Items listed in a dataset
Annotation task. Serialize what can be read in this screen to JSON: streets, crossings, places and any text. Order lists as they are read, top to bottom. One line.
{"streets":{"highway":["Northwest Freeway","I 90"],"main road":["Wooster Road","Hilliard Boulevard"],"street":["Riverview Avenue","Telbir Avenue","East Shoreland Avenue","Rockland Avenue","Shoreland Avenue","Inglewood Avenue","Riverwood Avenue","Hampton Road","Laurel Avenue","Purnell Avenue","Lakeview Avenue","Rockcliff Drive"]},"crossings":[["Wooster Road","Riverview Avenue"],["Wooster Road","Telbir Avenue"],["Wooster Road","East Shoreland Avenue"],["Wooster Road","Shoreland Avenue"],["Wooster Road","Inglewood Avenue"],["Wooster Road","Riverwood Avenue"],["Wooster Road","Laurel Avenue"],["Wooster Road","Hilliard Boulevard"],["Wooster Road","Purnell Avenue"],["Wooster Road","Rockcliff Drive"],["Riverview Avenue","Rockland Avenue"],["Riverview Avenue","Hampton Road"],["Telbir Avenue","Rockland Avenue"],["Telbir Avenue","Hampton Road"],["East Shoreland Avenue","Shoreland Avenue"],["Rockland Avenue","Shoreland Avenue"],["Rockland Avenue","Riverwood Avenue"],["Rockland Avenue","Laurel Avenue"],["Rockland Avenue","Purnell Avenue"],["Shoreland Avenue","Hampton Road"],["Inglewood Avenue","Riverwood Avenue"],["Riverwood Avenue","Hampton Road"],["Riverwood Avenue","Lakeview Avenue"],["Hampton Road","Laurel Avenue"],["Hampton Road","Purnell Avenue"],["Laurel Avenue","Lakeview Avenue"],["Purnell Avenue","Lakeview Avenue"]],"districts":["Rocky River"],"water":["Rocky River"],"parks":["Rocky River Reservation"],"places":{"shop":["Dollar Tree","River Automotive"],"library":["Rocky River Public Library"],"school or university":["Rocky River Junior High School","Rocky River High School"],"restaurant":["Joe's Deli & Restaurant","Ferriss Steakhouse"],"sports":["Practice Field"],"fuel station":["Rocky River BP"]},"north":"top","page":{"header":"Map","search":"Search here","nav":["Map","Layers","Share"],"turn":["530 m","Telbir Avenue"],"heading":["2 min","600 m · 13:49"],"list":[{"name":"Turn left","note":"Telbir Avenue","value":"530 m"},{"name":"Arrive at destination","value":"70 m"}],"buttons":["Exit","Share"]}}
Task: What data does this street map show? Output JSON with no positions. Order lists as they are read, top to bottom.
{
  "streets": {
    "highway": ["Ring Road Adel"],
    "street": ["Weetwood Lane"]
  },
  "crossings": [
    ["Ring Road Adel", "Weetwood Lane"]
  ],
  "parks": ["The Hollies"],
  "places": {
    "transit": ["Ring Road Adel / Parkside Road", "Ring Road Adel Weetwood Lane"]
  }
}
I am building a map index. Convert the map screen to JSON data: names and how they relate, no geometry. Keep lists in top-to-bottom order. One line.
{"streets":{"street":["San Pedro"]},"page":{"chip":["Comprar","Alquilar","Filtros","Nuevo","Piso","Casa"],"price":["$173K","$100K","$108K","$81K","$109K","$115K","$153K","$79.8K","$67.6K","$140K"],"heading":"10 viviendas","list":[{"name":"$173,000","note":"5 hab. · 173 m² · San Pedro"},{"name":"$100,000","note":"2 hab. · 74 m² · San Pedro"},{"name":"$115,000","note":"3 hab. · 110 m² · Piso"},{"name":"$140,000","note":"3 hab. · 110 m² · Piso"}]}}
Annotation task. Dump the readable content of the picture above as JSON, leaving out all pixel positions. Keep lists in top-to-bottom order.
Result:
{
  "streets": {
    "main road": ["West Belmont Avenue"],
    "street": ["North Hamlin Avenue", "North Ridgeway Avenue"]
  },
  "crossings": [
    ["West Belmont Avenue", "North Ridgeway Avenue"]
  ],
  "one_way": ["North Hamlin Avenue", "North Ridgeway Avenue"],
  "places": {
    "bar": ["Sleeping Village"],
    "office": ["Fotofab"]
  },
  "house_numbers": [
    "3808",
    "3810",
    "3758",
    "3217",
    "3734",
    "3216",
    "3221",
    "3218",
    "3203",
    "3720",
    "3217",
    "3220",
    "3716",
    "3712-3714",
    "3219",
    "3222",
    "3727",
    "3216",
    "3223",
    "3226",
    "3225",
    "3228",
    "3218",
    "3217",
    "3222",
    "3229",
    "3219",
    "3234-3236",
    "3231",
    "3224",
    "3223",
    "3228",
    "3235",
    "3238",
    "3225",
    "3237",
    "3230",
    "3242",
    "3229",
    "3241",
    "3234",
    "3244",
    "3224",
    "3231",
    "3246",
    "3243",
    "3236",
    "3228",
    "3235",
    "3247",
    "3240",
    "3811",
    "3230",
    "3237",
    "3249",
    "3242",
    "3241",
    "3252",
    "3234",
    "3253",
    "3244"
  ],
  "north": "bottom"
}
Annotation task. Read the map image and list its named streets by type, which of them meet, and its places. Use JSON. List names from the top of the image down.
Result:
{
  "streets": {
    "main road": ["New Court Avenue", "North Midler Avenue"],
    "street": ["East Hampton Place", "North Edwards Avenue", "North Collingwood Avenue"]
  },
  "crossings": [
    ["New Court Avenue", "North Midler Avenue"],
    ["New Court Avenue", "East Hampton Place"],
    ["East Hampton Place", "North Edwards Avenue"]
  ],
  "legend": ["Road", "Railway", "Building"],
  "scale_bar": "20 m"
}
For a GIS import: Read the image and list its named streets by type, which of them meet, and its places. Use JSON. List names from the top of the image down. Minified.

What is required -
Only the lines from the one containing "Annotation task. Read" through the end of the records above belong in the output, each exactly as it stands, both ends included.

Reply -
Annotation task. Read the map image and list its named streets by type, which of them meet, and its places. Use JSON. List names from the top of the image down.
Result:
{
  "streets": {
    "main road": ["New Court Avenue", "North Midler Avenue"],
    "street": ["East Hampton Place", "North Edwards Avenue", "North Collingwood Avenue"]
  },
  "crossings": [
    ["New Court Avenue", "North Midler Avenue"],
    ["New Court Avenue", "East Hampton Place"],
    ["East Hampton Place", "North Edwards Avenue"]
  ],
  "legend": ["Road", "Railway", "Building"],
  "scale_bar": "20 m"
}
For a GIS import: Read the image and list its named streets by type, which of them meet, and its places. Use JSON. List names from the top of the image down. Minified.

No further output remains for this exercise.